## WORK TASK
Quote the records exactly, starting at the first line and stopping after the line with "function paint(path, color)"; skip the pictures.

## MATERIAL PROVIDED
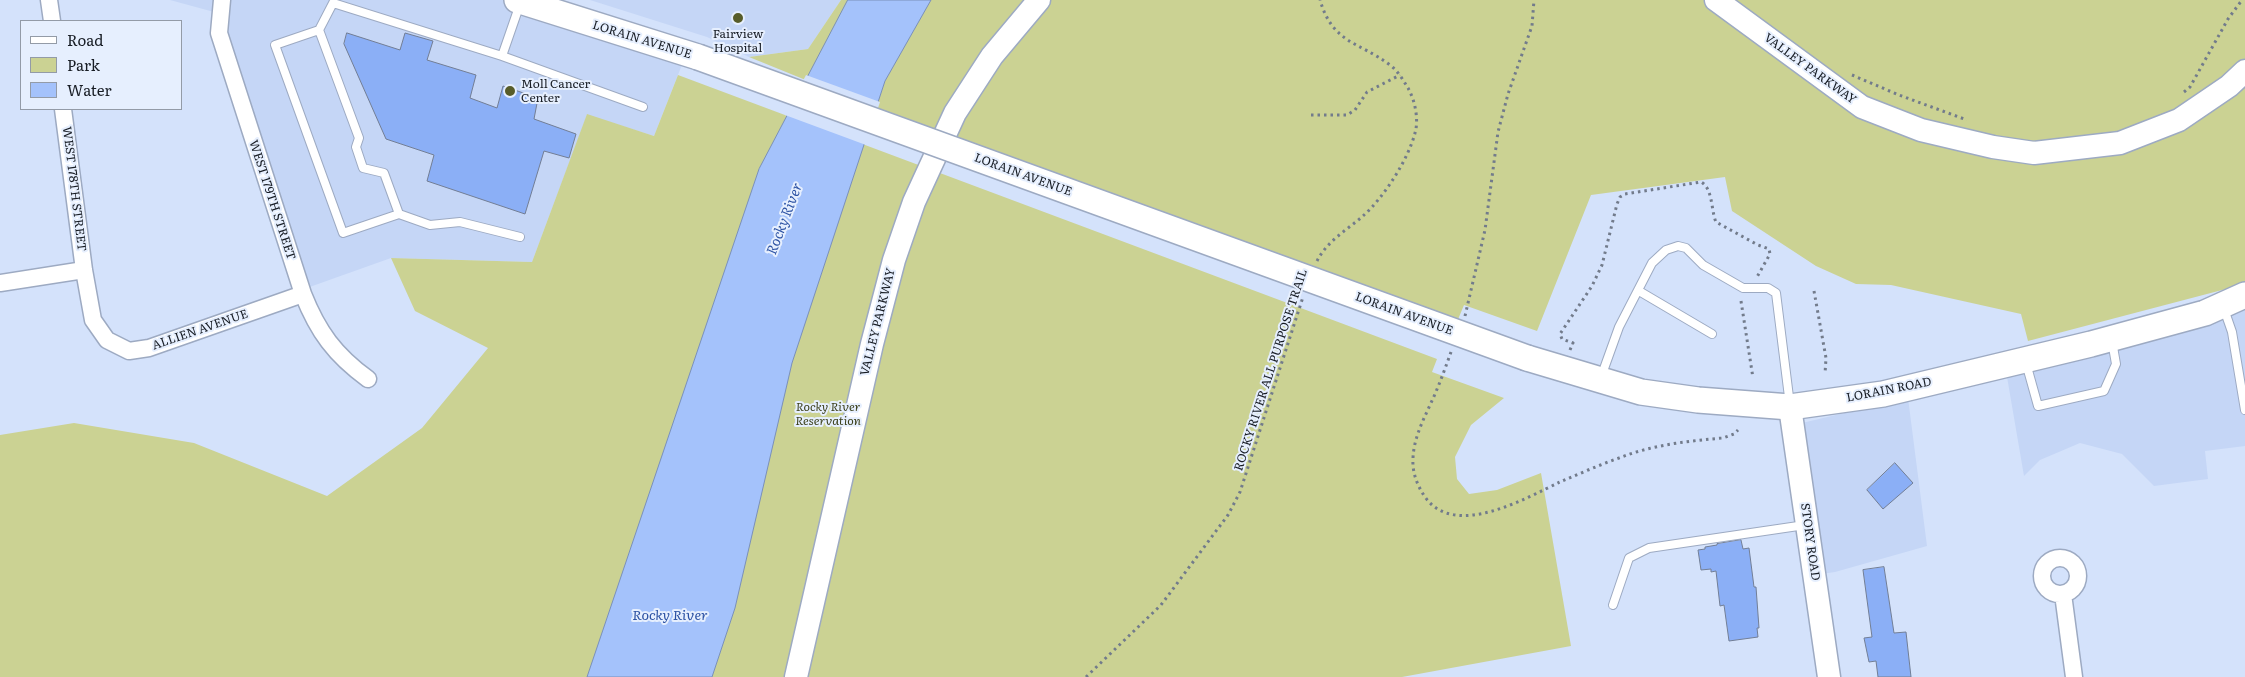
<!DOCTYPE html>
<style>
body{margin:0}
#map{position:relative;width:2245px;height:677px;overflow:hidden;background:#d4e2fb;font-family:Literata,serif}
canvas{display:block}
.legend{position:absolute;left:20px;top:20px;width:162px;height:90px;box-sizing:border-box;background:#e6effe;border:1px solid #939ba7;margin:0;padding:6px 9px;list-style:none;font-size:15px;color:#171c24}
.legend li{display:flex;align-items:center;gap:10px;height:25px}
.legend b{width:25px;border:1px solid #939ba7}
</style>
<div id="map">
<canvas width="2245" height="677"></canvas>
<ul class="legend">
<li><b style="height:6px;background:#fff"></b>Road</li>
<li><b style="height:14px;background:#cbd293"></b>Park</li>
<li><b style="height:14px;background:#a4c2fb"></b>Water</li>
</ul>
</div>
<script>
const ctx = document.querySelector('canvas').getContext('2d');
ctx.lineJoin = 'round';
function paint(path, color) { ctx.fillStyle = color; ctx.fill(path, 'evenodd'); }
function stroke(path, color, width, dash) { ctx.strokeStyle = color; ctx.lineWidth = width; ctx.lineCap = dash ? 'butt' : 'round'; ctx.setLineDash(dash || []); ctx.stroke(path); }
function label(font, color, halo, rows, align = 'center') {
  ctx.font = font + ' Literata,serif'; ctx.lineWidth = 4; ctx.setLineDash([]); ctx.textBaseline = 'middle'; ctx.strokeStyle = halo; ctx.fillStyle = color; for (const [text, x, y, turn = 0] of rows) {
    ctx.save(); ctx.translate(x, y); ctx.rotate((+turn || 0) * Math.PI / 180); ctx.textAlign = isNaN(turn) ? turn : align; if (halo) ctx.strokeText(text, 0, 0); ctx.fillText(text, 0, 0); ctx.restore();
  }
}
const built = new Path2D(`
 M 170,0 L 508,0 L 685,57 L 654,136 L 587,115 L 532,262 L 391,258 L 304,289 L 214,12 Z
 M 590,0 L 841,0 L 808,49 L 749,57 L 707,37 Z
 M 2245,307 L 2245,446 L 2205,451 L 2208,479 L 2154,486 L 2122,454 L 2080,443 L 2040,460 L 2024,476 L 2006,371 Z
 M 1908,398 L 1927,546 L 1835,572 L 1821,574 L 1802,423 Z`);
const green = new Path2D(`
 M 841,0 L 2245,0 L 2245,284 L 2028,341 L 2021,314 L 1891,285 L 1856,284 L 1816,266 L 1732,211 L 1725,177 L 1591,195 L 1537,331 L 1464,305 L 1449,341 L 749,57 L 808,49 Z
 M 678,75 L 1437,359 L 1432,372 L 1504,398 L 1471,425 L 1455,457 L 1457,479 L 1469,494 L 1497,490 L 1541,473 L 1571,646 L 1402,677 L 0,677 L 0,435 L 74,423 L 194,443 L 327,496 L 422,428 L 488,348 L 415,311 L 391,258 L 532,262 L 587,114 L 654,136 Z`);
const water = new Path2D(`
 M 848,0 L 931,0 L 885,81 L 792,363 L 735,608 L 712,677 L 587,677 L 759,169 Z`);
const pier = new Path2D(`
 M 806,75 L 880,102 L 866,145 L 785,115 Z`);
const building = new Path2D(`
 M 347,33 L 400,50 L 405,33 L 433,41 L 427,60 L 476,75 L 470,98 L 497,108 L 503,86 L 538,98 L 534,119 L 576,134 L 569,158 L 544,151 L 525,214 L 427,181 L 434,155 L 386,139 L 344,44 Z
 M 1895,463 L 1913,483 L 1883,509 L 1867,490 Z
 M 1741,540 L 1743,549 L 1749,548 L 1754,587 L 1756,587 L 1759,628 L 1757,628 L 1758,637 L 1729,641 L 1724,605 L 1720,606 L 1716,571 L 1711,572 L 1711,569 L 1701,570 L 1698,550 L 1705,549 L 1705,547 L 1717,545 L 1717,544 Z
 M 1884,567 L 1894,633 L 1906,632 L 1911,677 L 1878,677 L 1876,661 L 1869,662 L 1864,638 L 1872,637 L 1863,570 Z`);
const path = new Path2D(`
 M 1852,75 L 1899,95 L 1967,120
 M 2184,92 L 2190,87 L 2228,19 L 2242,0
 M 1311,115 L 1347,115 L 1355,110 L 1367,92 L 1400,75
 M 1317,261 C 1327,241 1347,230 1363,216 C 1384,197 1408,160 1415,133 C 1419,120 1415,100 1408,88 C 1403,80 1398,71 1390,65 C 1358,41 1333,44 1320,0
 M 1814,291 L 1826,358 L 1825,374
 M 1741,301 L 1753,378
 M 1465,316 L 1485,230 L 1498,132 L 1508,94 L 1532,26 L 1534,0
 M 1570,350 L 1573,343 L 1562,339 L 1560,334 L 1592,286 L 1602,265 L 1617,204 L 1620,197 L 1625,194 L 1701,182 C 1713,188 1711,211 1716,222 L 1758,245 L 1769,249 L 1770,254 L 1757,277
 M 1451,352 C 1446,366 1441,380 1435,394 C 1426,415 1414,435 1413,458 C 1412,472 1417,485 1425,497 C 1455,539 1524,499 1560,482 C 1579,474 1599,465 1619,458 C 1652,445 1687,441 1723,438 L 1734,434 L 1738,430
 M 1086,677 L 1161,605 L 1228,515 L 1240,492 L 1303,297`);
const lane = new Path2D(`
 M 319,30 L 359,138 L 356,147 L 363,168 L 384,173 L 399,214
 M 502,56 L 520,4
 M 520,237 L 460,222 L 430,225 L 399,214 L 343,233 L 275,45 L 319,30 L 333,3 L 502,56 L 643,107
 M 1639,291 L 1712,334
 M 2224,309 L 2232,332 L 2245,410
 M 2026,363 L 2038,406 L 2104,391 L 2116,364 L 2112,341
 M 1601,377 L 1619,327 L 1652,263 L 1666,250 L 1678,246 L 1686,248 L 1703,265 L 1743,288 L 1768,288 L 1776,293 L 1790,405
 M 1613,605 L 1629,558 L 1649,548 L 1805,525`);
const street = new Path2D(`
 M 49,0 L 52,21
 M 222,0 L 219,33 L 303,294 C 318,332 335,355 368,379
 M 63,109 L 84,270 L 93,320 L 107,340 L 129,351 L 149,348 L 303,294
 M 0,283 L 84,270
 M2042 576a18 18 0 1 1 36 0a18 18 0 1 1-36 0Z
 M 2063,594 L 2074,677`);
const secondary = new Path2D(`
 M 1716,0 L 1862,107 L 1921,130 L 1993,147 L 2034,153 L 2120,143 L 2179,120 L 2229,86 L 2245,71
 M 1790,407 L 1829,677
 M 796,677 L 872,344 L 894,260 L 914,202 L 955,113 L 992,56 L 1039,0`);
const primary = new Path2D(`
 M 517,0 L 698,57
 M 1527,358 L 1641,392 L 1698,400 L 1790,407 L 1883,394 L 2091,344 L 2205,313 L 2245,295`);
const primaryBridge = new Path2D(`
 M 698,57 L 1527,358`);
const markers = [
 [738,18,6,"#575c2a"],
 [510,91,6,"#575c2a"]
];
const poiNames = [
 ["Fairview",738,34],
 ["Hospital",738,48],
 ["Moll Cancer",521,84,"left"],
 ["Center",521,98,"left"]
];
const streetNames = [
 ["LORAIN AVENUE",642,40,17],
 ["VALLEY PARKWAY",1810,69,36],
 ["LORAIN AVENUE",1023,175,20],
 ["WEST 178TH STREET",74,189,83],
 ["WEST 179TH STREET",272,200,72],
 ["LORAIN AVENUE",1404,314,20],
 ["VALLEY PARKWAY",878,322,-76],
 ["ALLIEN AVENUE",200,330,-19],
 ["ROCKY RIVER ALL PURPOSE TRAIL",1271,370,-72],
 ["LORAIN ROAD",1889,390,-11],
 ["STORY ROAD",1810,542,82]
];
const parkNames = [
 ["Rocky River",828,407],
 ["Reservation",828,421]
];
const waterNames = [
 ["Rocky River",785,219,-69],
 ["Rocky River",670,616]
];
paint(built, '#c5d6f6');
paint(green, '#cbd293');
paint(water, '#a4c2fb');
stroke(water, '#7a90ba', 1);
paint(pier, '#d4e2fb');
paint(building, '#8baff6');
stroke(building, '#727e95', 1);
stroke(lane, '#9daac2', 10);
stroke(street, '#9daac2', 19);
stroke(secondary, '#9daac2', 25);
stroke(primary, '#9daac2', 28);
stroke(path, '#727b8b', 3, [2.5, 4]);
stroke(lane, '#fff', 8);
stroke(street, '#fff', 16);
stroke(secondary, '#fff', 22);
stroke(primary, '#fff', 25);
stroke(primaryBridge, '#9daac2', 28, []);
stroke(primaryBridge, '#fff', 25);
for (const [x, y, r, color] of markers) { const dot = new Path2D(); dot.arc(x, y, r, 0, 2 * Math.PI); ctx.fillStyle = color; ctx.fill(dot); stroke(dot, '#e6effe', 2); }
label('12px', '#171c24', '#e6effe', poiNames);
label('12px', '#171c24', '#e6effe', streetNames);
label('italic 12px', '#3c401b', '#e6effe', parkNames);
label('italic 14px', '#2b51a3', '#e6effe', waterNames);
</script>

## WRITTEN RESPONSE
<!DOCTYPE html>
<style>
body{margin:0}
#map{position:relative;width:2245px;height:677px;overflow:hidden;background:#d4e2fb;font-family:Literata,serif}
canvas{display:block}
.legend{position:absolute;left:20px;top:20px;width:162px;height:90px;box-sizing:border-box;background:#e6effe;border:1px solid #939ba7;margin:0;padding:6px 9px;list-style:none;font-size:15px;color:#171c24}
.legend li{display:flex;align-items:center;gap:10px;height:25px}
.legend b{width:25px;border:1px solid #939ba7}
</style>
<div id="map">
<canvas width="2245" height="677"></canvas>
<ul class="legend">
<li><b style="height:6px;background:#fff"></b>Road</li>
<li><b style="height:14px;background:#cbd293"></b>Park</li>
<li><b style="height:14px;background:#a4c2fb"></b>Water</li>
</ul>
</div>
<script>
const ctx = document.querySelector('canvas').getContext('2d');
ctx.lineJoin = 'round';
function paint(path, color) { ctx.fillStyle = color; ctx.fill(path, 'evenodd'); }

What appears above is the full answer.